● **DIRECTIONS**: Could you copy every line from the material below in which "green" appears?

Content starts

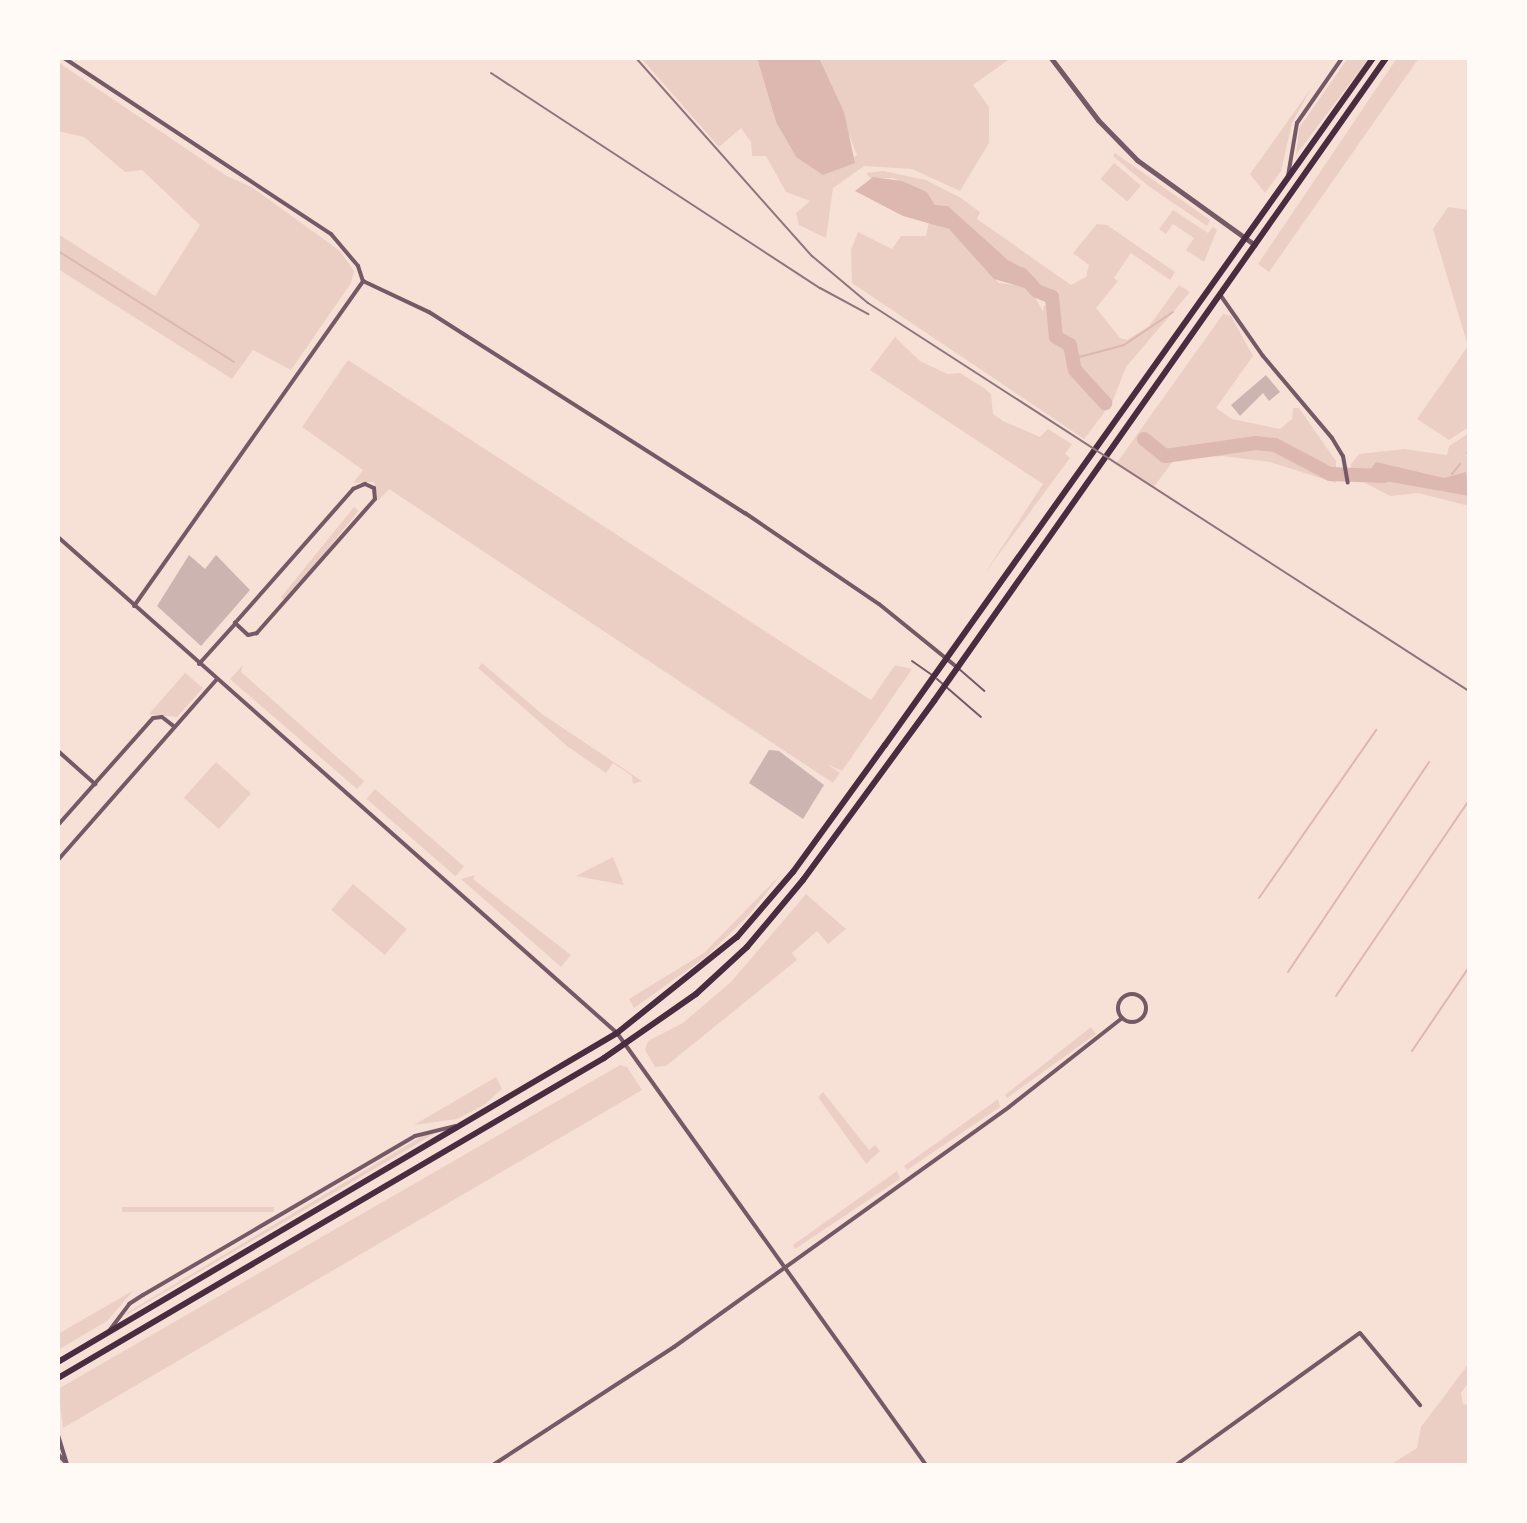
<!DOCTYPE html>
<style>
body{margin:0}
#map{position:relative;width:1527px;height:1523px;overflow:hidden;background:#f7e1d7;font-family:"Noto Sans",sans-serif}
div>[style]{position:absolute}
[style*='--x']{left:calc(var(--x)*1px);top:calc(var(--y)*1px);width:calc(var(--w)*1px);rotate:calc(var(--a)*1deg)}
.green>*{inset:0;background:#ebcfc5;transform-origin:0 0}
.water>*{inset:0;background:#dcb8b0}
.stream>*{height:2px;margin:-1px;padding:0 1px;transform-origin:1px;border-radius:1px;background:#dcb8b0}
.river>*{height:14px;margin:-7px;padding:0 7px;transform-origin:7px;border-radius:7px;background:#dcb8b0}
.building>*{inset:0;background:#ccb4b1}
.service>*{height:2px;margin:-1px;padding:0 1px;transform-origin:1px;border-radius:1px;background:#755966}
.minor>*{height:4px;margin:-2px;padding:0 2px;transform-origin:2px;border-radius:2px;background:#755966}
.minor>.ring{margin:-2px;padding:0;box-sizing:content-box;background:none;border:4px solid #755966;border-radius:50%}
.tertiary>*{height:5px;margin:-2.5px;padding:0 2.5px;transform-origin:2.5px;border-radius:2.5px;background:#755966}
.secondary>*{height:6px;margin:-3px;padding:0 3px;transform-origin:3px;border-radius:3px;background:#4a2c40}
.rail>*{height:2px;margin:-1px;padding:0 1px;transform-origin:1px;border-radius:1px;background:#8f747c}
span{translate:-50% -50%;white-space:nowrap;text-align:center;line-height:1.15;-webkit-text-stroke:6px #fffaf5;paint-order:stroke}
.frame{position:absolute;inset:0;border:60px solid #fffaf5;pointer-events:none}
</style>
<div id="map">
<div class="green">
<i style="clip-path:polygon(641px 58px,757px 58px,776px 122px,796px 157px,844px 165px,857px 155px,819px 58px,1011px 58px,973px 85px,989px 107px,989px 143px,960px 191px,912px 169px,864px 166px,833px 188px,826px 238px,799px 225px,796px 213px,810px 201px,786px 192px,766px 156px,752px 156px,751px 142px,741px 128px,719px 147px)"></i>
<i style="clip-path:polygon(1348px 58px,1369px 58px,1296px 155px,1299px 128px)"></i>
<i style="clip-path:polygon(1397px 58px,1419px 58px,1269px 272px,1258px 264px)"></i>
<i style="clip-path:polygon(58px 62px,225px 175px,253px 188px,340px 251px,354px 271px,351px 283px,291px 370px,253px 350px,232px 379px,58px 269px,58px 234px,155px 296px,200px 225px,142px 170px,125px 172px,84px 137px,58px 131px)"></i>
<i style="clip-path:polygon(1312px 87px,1292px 123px,1281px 171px,1265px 193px,1250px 174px)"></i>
<i style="clip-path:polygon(1115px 153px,1210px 220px,1207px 226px,1147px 185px,1113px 156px)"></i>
<i style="left:1114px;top:163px;width:35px;height:21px;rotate:40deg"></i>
<i style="clip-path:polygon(883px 171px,926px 180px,961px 198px,980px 212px,977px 219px,1071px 285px,1086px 277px,1089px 265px,1073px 253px,1097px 224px,1107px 225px,1175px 272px,1170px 280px,1131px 253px,1114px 278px,1118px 281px,1096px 308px,1120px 338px,1127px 340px,1149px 326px,1179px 285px,1190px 292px,1126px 367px,1112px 403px,1078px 372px,1071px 344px,1059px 336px,1054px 296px,1042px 292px,1027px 270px,1008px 260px,948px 206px,935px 205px,927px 192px,893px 178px,870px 178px,866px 173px)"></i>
<i style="clip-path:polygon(1448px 207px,1469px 210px,1469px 427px,1449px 440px,1417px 419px,1468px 346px,1433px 229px)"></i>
<i style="clip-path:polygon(1173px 210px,1208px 233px,1213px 227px,1217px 230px,1204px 262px,1186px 250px,1194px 238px,1173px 224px,1166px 234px,1159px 229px)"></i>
<i style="clip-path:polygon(929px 222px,949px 229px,999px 283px,1029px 287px,1043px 311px,1044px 305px,1048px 307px,1053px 339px,1067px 347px,1071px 374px,1107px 409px,1084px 439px,852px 283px,851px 250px,858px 232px,892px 249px,901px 236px,926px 236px)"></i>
<i style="clip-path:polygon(1223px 314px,1231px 316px,1253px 356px,1216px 408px,1232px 419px,1280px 429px,1292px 419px,1293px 408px,1299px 408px,1336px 461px,1336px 483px,1270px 462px,1222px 456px,1174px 460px,1153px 488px,1116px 464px)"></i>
<i style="clip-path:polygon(895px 337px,920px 361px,947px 374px,960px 373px,984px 388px,991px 394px,993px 414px,1003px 421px,1040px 437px,1048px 429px,1072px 444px,1065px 454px,1070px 458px,985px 573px,1043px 484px,870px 370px)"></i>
<i style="clip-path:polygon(348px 360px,871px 700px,895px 665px,912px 669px,842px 771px,827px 764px,840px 773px,833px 783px,389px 489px,378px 501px,374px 482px,353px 483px,363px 470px,302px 427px)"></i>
<i style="clip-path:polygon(1469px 433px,1469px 506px,1418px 493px,1390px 496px,1352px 476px,1351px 464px,1359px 454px,1404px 449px,1447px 455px,1449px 446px)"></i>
<i style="left:354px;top:507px;width:6px;height:116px;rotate:39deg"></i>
<i style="clip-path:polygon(482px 663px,542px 714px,642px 781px,633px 784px,632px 776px,613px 763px,606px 773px,567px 746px,478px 668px)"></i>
<i style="clip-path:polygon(243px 665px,241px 672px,364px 781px,357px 789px,230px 679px)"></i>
<i style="clip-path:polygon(185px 673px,203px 688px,177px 717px,149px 714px)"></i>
<i style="left:216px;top:762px;width:47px;height:48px;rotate:42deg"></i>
<i style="left:375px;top:789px;width:118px;height:13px;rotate:41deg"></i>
<i style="clip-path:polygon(613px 857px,624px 885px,576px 876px)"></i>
<i style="clip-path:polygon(782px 873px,749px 915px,707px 956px,634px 1008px,629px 999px,704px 953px)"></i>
<i style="clip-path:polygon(475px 875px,473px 879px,571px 955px,561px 967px,461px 879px)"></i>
<i style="left:353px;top:884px;width:70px;height:34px;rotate:40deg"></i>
<i style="clip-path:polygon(806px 894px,846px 929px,828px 944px,817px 931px,792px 953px,797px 960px,666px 1066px,655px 1067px,645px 1050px,648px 1041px,683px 1023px,731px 982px)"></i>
<i style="clip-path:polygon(1091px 1027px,1096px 1034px,1007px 1098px,1005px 1095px)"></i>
<i style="clip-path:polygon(620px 1065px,627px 1067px,642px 1090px,63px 1428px,58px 1389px)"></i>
<i style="clip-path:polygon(496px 1077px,502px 1089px,484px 1105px,457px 1119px,414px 1125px)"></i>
<i style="clip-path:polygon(823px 1092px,869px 1150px,875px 1145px,880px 1151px,866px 1164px,818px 1097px)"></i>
<i style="clip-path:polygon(998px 1099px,1000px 1107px,907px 1170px,904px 1166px)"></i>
<i style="clip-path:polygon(439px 1131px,126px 1315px,125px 1314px,424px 1135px)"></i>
<i style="clip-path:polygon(897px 1171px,900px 1179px,795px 1249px,793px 1245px)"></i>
<i style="left:274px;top:1207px;width:5px;height:152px;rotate:90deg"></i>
<i style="clip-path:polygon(134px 1290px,107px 1321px,58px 1350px,58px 1334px)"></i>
<i style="clip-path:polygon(1469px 1363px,1469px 1382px,1461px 1393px,1463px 1404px,1469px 1405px,1469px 1465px,1390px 1465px,1417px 1448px,1421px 1427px)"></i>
</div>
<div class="water">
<i style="clip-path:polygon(757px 58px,819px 58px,844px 112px,855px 163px,823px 175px,796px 157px,776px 122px)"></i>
<i style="clip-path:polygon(873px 177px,902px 181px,927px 192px,935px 205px,948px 206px,1008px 260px,1027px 270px,1039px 283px,1035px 291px,994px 279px,949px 229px,903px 216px,855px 191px)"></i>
<i style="clip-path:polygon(1376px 462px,1444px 478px,1466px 472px,1469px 496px,1374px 479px,1368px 473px)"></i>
</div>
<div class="stream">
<i style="--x:58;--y:251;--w:208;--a:32.2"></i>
<i style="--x:1072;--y:359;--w:54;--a:-15.1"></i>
<i style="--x:1124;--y:345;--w:59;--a:-34"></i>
<i style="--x:1467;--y:453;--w:4;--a:-56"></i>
<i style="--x:1452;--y:474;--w:13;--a:-51"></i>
<i style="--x:1259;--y:898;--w:205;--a:-55.1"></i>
<i style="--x:1288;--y:972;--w:253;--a:-56.1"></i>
<i style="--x:1336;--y:996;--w:237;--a:-55.8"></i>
<i style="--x:1412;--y:1051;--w:102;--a:-55.8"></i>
</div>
<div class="river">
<i style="--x:1021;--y:274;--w:23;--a:47"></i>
<i style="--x:1037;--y:291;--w:16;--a:22"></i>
<i style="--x:1052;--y:297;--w:40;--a:84.3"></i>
<i style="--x:1056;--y:337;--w:16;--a:30"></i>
<i style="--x:1070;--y:345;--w:25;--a:79"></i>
<i style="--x:1075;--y:370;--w:45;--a:47.7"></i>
<i style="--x:1144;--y:439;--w:27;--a:39"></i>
<i style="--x:1165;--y:456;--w:92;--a:-8.1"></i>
<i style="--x:1256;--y:443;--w:19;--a:6"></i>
<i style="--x:1275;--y:445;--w:62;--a:27.8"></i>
<i style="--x:1330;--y:474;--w:54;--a:2.1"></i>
</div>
<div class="building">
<i style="clip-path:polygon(1266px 375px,1280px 392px,1269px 401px,1263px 393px,1240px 416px,1231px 405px)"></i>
<i style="clip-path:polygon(189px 555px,205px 569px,216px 555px,250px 590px,201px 646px,157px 606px)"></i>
<i style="clip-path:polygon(769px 750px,779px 751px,824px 785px,803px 819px,749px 783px)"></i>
</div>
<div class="service">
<i style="--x:912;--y:661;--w:24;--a:35"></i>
<i style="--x:958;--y:668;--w:35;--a:41"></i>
<i style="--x:937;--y:679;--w:58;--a:40.8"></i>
</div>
<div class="minor">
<i style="--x:64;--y:58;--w:320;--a:33.4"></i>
<i style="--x:331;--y:234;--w:42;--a:49.8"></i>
<i style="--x:358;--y:266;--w:16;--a:72"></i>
<i style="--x:363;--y:281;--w:73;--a:25.2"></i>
<i style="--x:429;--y:312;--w:375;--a:32.5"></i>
<i style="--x:745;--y:513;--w:162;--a:34.2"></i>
<i style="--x:879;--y:604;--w:102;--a:39"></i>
<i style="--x:1288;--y:176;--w:54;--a:-80.4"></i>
<i style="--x:1297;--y:123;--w:79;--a:-55.3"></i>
<i style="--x:1221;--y:296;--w:73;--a:55"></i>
<i style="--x:1263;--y:356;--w:107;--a:49.9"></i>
<i style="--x:1332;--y:438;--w:21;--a:59"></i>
<i style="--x:1343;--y:456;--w:27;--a:80"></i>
<i style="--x:365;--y:484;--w:10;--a:24"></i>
<i style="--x:374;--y:488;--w:11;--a:85"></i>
<i style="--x:375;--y:499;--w:179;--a:131.4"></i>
<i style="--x:257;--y:633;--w:9;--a:167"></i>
<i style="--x:248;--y:635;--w:18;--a:-137"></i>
<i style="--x:235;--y:623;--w:179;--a:-48.6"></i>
<i style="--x:353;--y:489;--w:13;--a:-23"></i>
<i style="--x:58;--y:537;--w:747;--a:41.58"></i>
<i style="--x:617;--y:1033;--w:531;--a:54.42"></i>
<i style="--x:134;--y:606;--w:398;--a:-54.8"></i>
<i style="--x:199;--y:664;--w:54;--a:-48"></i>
<i style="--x:58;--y:751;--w:50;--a:41.7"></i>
<i style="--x:58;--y:825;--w:143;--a:-48.4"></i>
<i style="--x:153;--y:718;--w:9;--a:-6"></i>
<i style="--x:162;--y:717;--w:16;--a:38"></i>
<i style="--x:58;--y:860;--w:241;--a:-48.7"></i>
<i class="ring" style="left:1118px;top:994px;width:24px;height:24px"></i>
<i style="--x:109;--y:1331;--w:34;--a:-53"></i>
<i style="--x:129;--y:1304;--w:17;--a:-33"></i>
<i style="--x:143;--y:1295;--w:315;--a:-30.3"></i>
<i style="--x:415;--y:1136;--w:41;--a:-14"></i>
<i style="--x:58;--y:1435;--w:30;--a:73"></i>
<i style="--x:58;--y:1454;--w:12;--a:48"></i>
<i style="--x:493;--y:1465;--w:216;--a:-33.1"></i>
<i style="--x:674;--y:1347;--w:412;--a:-35.6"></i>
<i style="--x:1009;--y:1107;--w:144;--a:-38.2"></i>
<i style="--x:1176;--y:1465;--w:226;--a:-35.7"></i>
<i style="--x:1360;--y:1333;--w:94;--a:50.2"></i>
</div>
<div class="tertiary">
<i style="--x:1051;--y:58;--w:78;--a:52.8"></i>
<i style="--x:1098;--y:120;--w:56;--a:45.7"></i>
<i style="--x:1137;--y:160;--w:145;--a:35.8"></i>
</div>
<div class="secondary">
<i style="--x:58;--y:1362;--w:649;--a:-30.48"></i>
<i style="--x:617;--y:1033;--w:154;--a:-38.7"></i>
<i style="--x:737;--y:937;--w:86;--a:-49.3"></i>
<i style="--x:793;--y:872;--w:157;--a:-54.1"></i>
<i style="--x:885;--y:745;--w:843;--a:-54.61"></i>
<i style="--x:58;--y:1378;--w:633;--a:-30.37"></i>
<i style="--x:604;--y:1058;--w:112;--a:-34.8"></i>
<i style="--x:696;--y:994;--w:69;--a:-42.7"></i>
<i style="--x:747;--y:947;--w:87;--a:-50.1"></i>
<i style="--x:803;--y:880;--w:222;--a:-53.8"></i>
<i style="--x:934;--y:701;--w:786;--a:-54.89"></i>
</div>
<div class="rail">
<i style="--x:636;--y:58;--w:265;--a:48.4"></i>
<i style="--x:812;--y:256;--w:73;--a:40"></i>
<i style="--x:868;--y:303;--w:715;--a:32.85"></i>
<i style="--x:491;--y:73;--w:393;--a:33.2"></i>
<i style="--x:820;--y:288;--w:55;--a:28.4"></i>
</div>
<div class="frame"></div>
</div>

Content ends

● **TASK RESPONSE**:
.green>*{inset:0;background:#ebcfc5;transform-origin:0 0}
<div class="green">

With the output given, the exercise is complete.